And if a family of three elects to buy health insurance on their own, either HSA or HDHP, then chances are their annual deductible + monthly costs will be $10,000 and up, or about 1/3 of that fast-food family's gross income.  

Next fact: in the U.S., workers' wages make up 25 to 35 percent of the cost of fast food, according to experts. Meanwhile, the norm in Europe where the minimum wage is higher is about 45 percent; and yet somehow, McDonald's manages to operate more than 7,400 restaurants in Europe. This indicates there is room for higher U.S. wages.  Still, the cost of fast food would probably go up, since restaurant owners, whose average profit margins hover around 4 percent, would pass on all or most of a wage increase to customers. 
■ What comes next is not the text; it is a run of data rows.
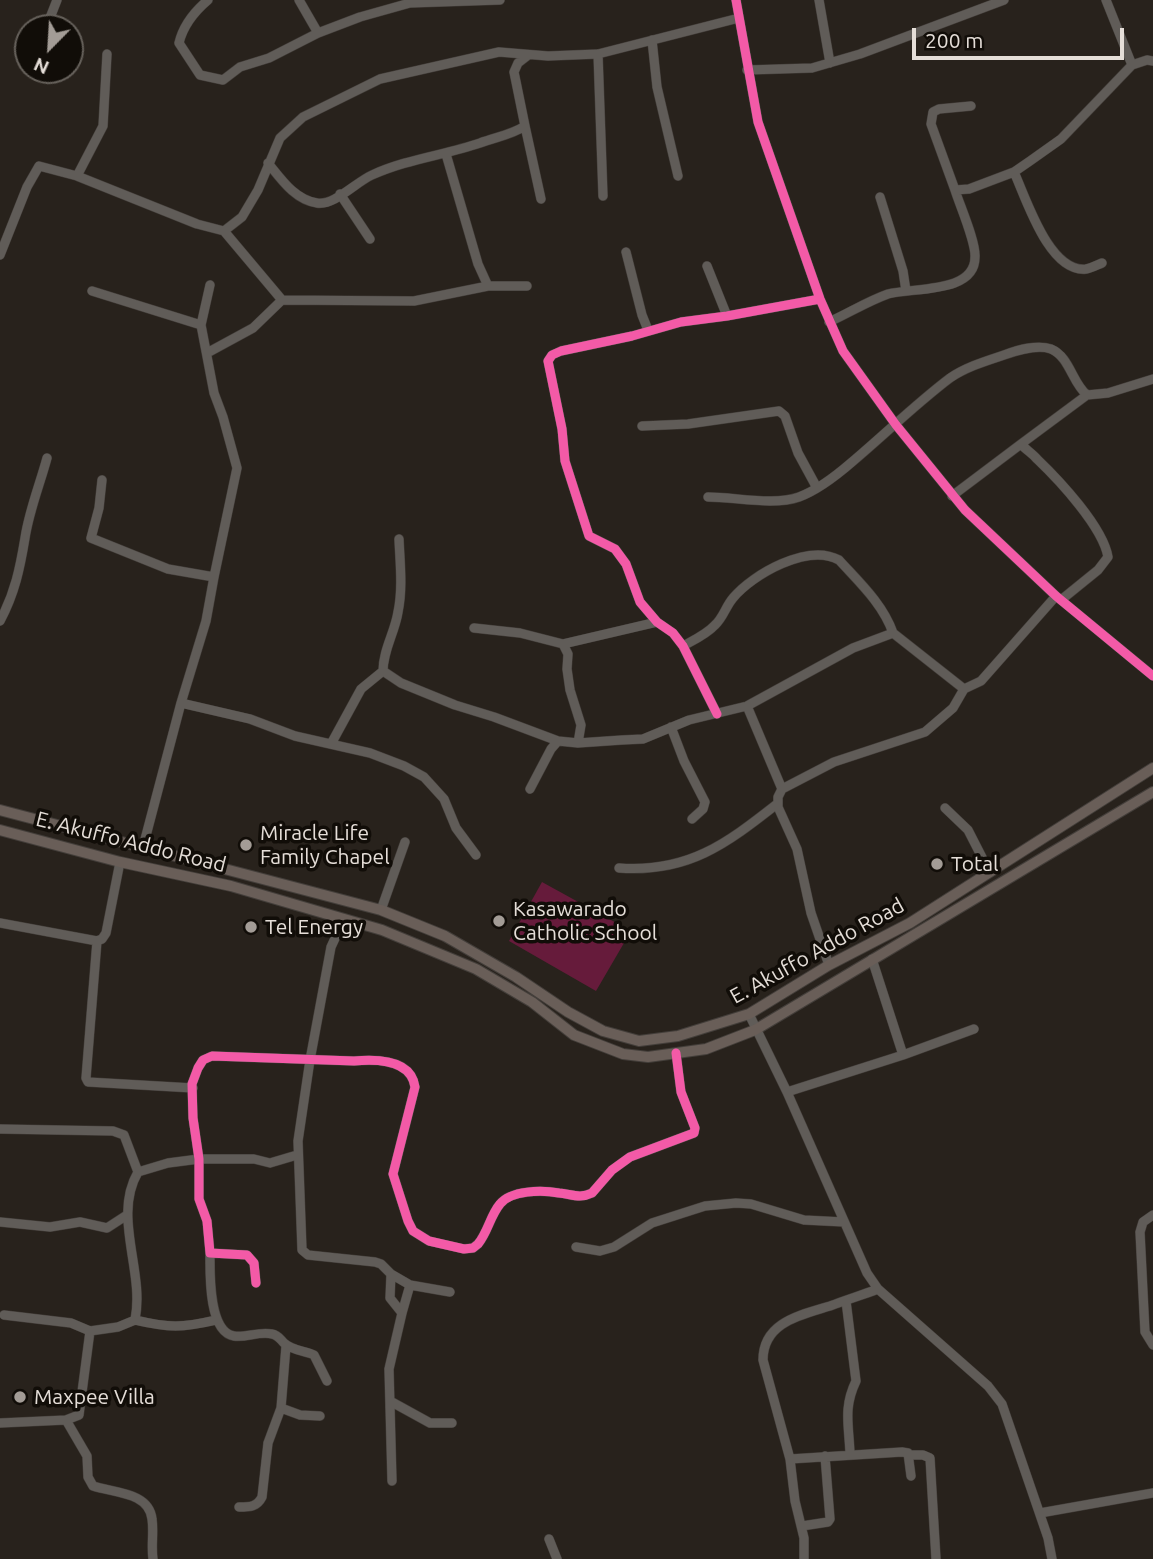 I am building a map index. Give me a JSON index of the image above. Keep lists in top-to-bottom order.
{
  "streets": {
    "main road": ["E. Akuffo Addo Road"]
  },
  "places": [
    "Miracle Life Family Chapel",
    "Total",
    "Kasawarado Catholic School",
    "Tel Energy",
    "Maxpee Villa"
  ],
  "scale_bar": "200 m",
  "north": "bottom left"
}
"That's terrible, higher prices must be avoided at all costs!" my conservative interlocutor will object. To them inflation is the biggest bogeyman next to taxes. But you know what? I'm cool with it.  Poorer people would do well to eat less fast food anyway, and prepare their own meals; and wealthier people could afford to pay a little more. 

It reminds me how "Papa" John Schnatter warned in dire terms that Papa John's restaurants would have to raise their prices 14 cents per pizza to give their employees health insurance to comply with Obamacare. But what's 14 cents to a customer who can afford to buy a pizza instead of groceries? Plus it's customary to tip the deliver guy at least a couple bucks.
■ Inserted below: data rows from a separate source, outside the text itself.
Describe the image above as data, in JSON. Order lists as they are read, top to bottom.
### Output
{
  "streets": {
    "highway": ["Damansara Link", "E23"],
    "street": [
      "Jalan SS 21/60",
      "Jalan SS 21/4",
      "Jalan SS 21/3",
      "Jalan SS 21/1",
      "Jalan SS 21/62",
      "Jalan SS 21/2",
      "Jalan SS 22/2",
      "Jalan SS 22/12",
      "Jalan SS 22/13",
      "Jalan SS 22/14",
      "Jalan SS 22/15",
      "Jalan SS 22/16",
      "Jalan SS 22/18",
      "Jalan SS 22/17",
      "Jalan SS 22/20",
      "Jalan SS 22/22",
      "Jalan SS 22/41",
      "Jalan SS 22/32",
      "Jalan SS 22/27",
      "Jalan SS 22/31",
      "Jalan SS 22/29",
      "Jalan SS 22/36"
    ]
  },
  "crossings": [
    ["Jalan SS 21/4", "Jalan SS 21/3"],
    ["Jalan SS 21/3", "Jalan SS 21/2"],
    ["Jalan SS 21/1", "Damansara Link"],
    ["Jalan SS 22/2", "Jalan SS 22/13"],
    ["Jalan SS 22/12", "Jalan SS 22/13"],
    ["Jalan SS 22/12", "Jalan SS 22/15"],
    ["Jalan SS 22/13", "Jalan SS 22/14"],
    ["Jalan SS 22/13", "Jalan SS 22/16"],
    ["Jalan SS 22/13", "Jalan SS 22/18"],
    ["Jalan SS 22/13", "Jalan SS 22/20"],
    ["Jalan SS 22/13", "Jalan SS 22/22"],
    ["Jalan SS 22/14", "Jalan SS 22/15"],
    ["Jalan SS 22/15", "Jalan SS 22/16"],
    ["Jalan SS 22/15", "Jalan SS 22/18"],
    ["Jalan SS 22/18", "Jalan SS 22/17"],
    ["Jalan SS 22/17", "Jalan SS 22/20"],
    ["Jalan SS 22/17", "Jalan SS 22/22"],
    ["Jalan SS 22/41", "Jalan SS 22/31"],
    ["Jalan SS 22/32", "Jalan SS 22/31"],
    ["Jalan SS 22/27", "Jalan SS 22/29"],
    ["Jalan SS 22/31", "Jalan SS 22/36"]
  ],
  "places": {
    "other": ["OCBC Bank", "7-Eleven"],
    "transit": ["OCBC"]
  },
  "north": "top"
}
(BTW, President Obama's proposal in February to raise the minimum wage to $9 and tie it to the cost of living was projected to raise the price of fast food 3 percent. With a $9 minimum wage, the average cost of a McDonald's Extra Value Meal would then increase from $4.45 to $4.58.  Hardly noticeable.  Doing a little algebra -- although I have no idea if this is economically sound -- at the same ratio, a $15 minimum wage would increase the cost of fast food by 13.3 percent, for a Value Meal price of $5.03.  Heck, let's suppose a $15 wage would raise the price 40 percent: the Value Meal would still cost only $6.23.  Not exactly hyperinflation.)
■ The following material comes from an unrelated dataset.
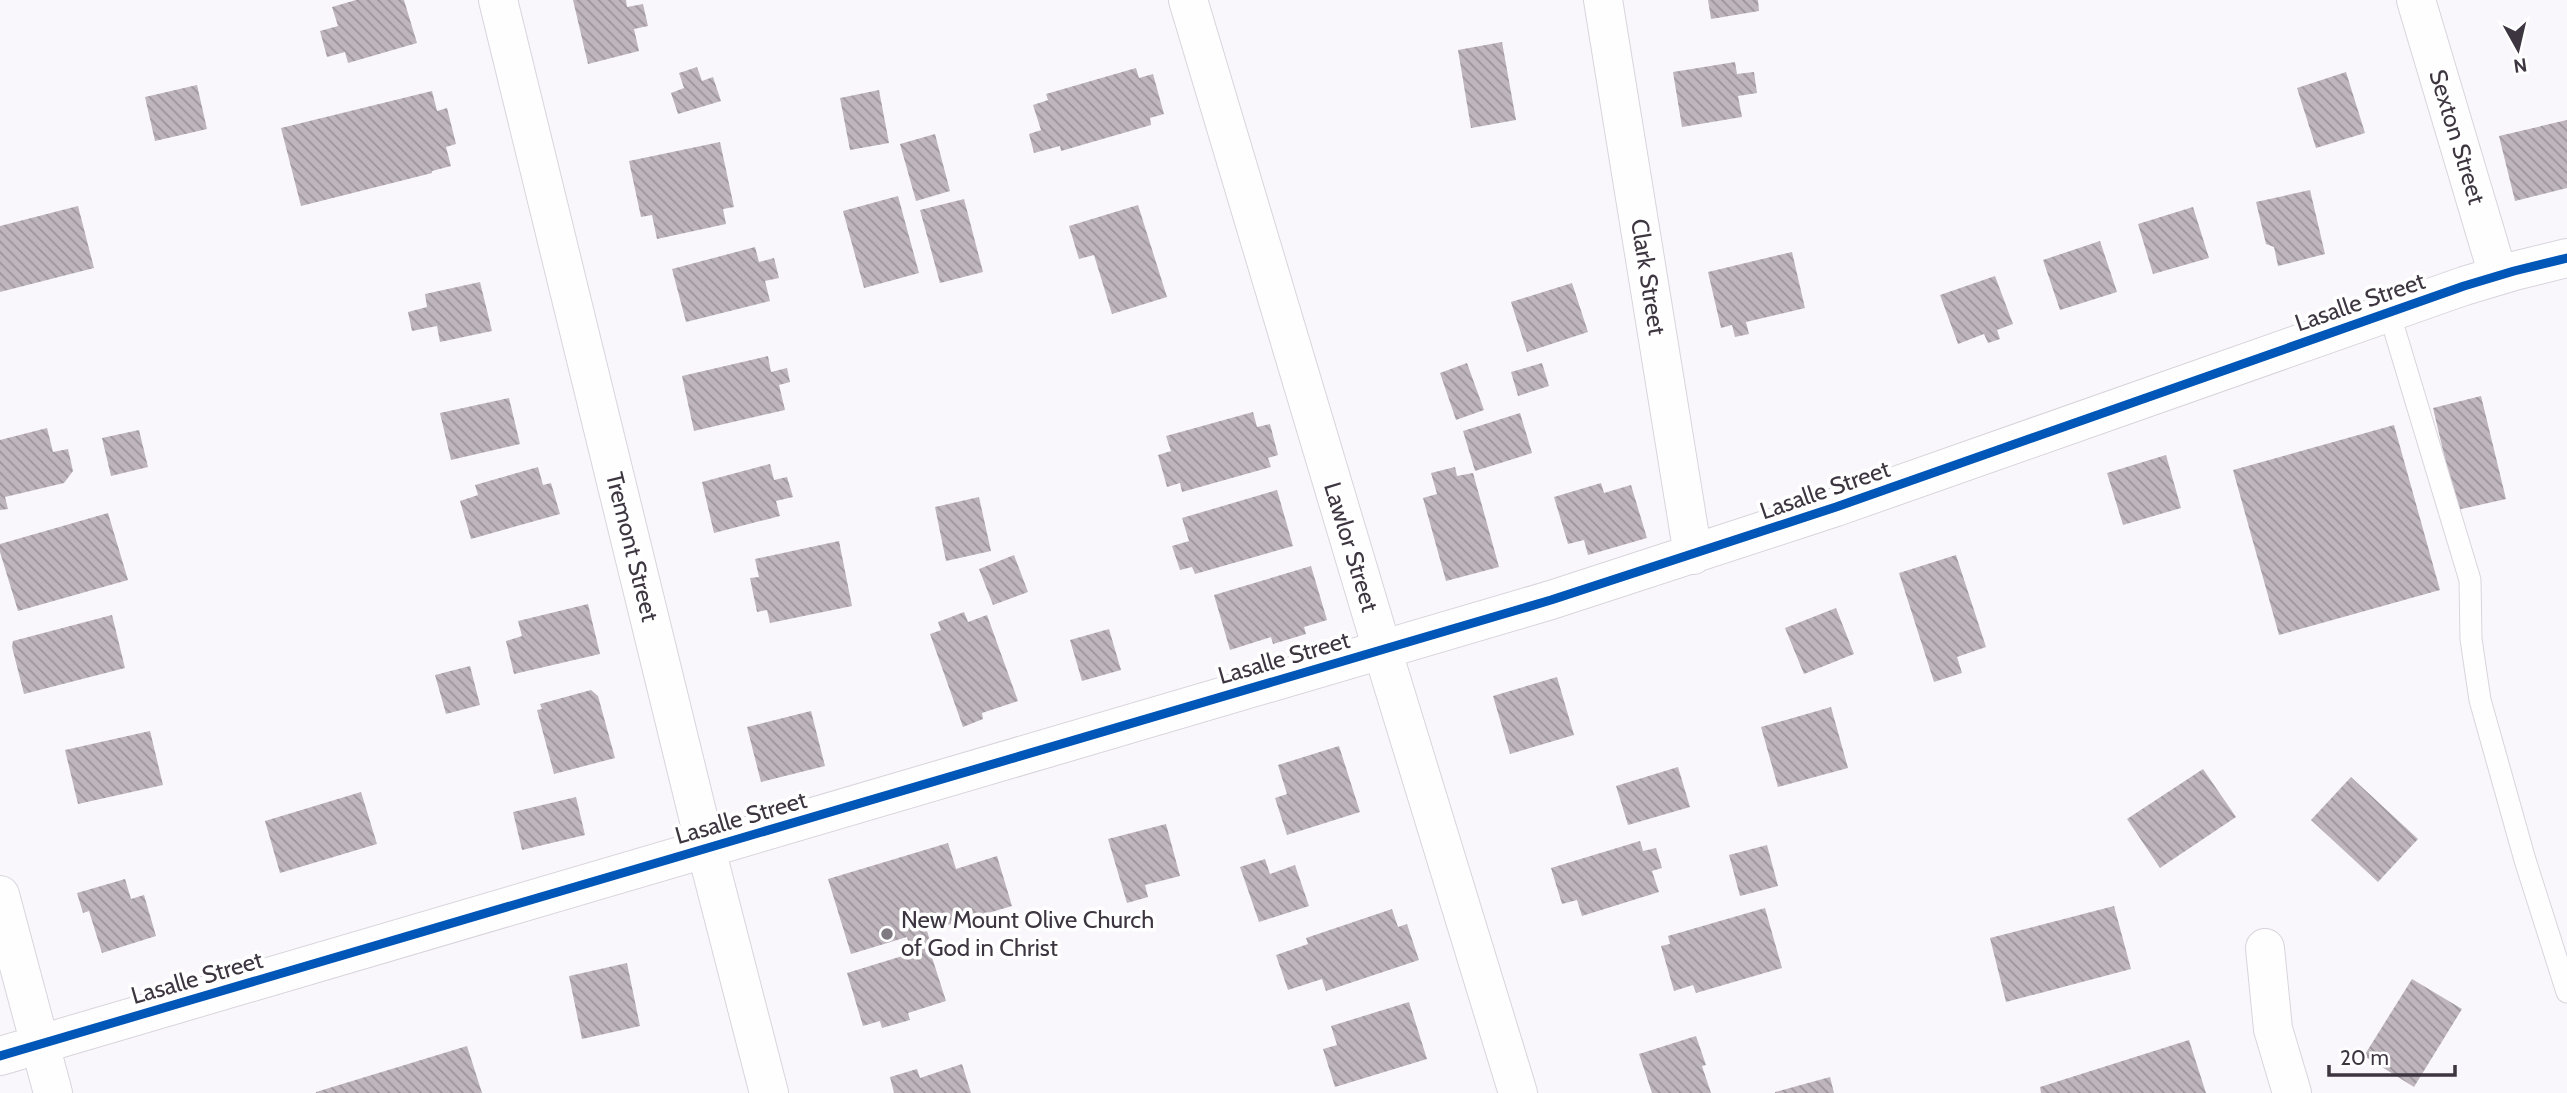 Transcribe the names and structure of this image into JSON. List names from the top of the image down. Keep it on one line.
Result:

According to economic theory, there is a big benefit to higher wages: lower employee turnover. Lower turnover leads to higher productivity (output per employee per hour). U.S. workers, incidentally, are already the most productive in the world, although you wouldn't guess it, considering real U.S. incomes have been stagnant since the 1970s; and the median male is especially worse off today, earning as much in real dollars as a man in 1964!

Next problem with Hickey's apologia: McDonald's, Walmart and most other retailers employ few full-time workers anyway; workers are not permitted to work full time.  So we're really talking about workers below the U.S. poverty line unless they work two part-time jobs.  That is, assuming they can get those part-time jobs: there are still 3 applicants for every job opening.

To protest this sad state of affairs, yesterday fast-food workers in about 60 U.S. cities carried out a one-day strike for a minimum hourly wage of $15.  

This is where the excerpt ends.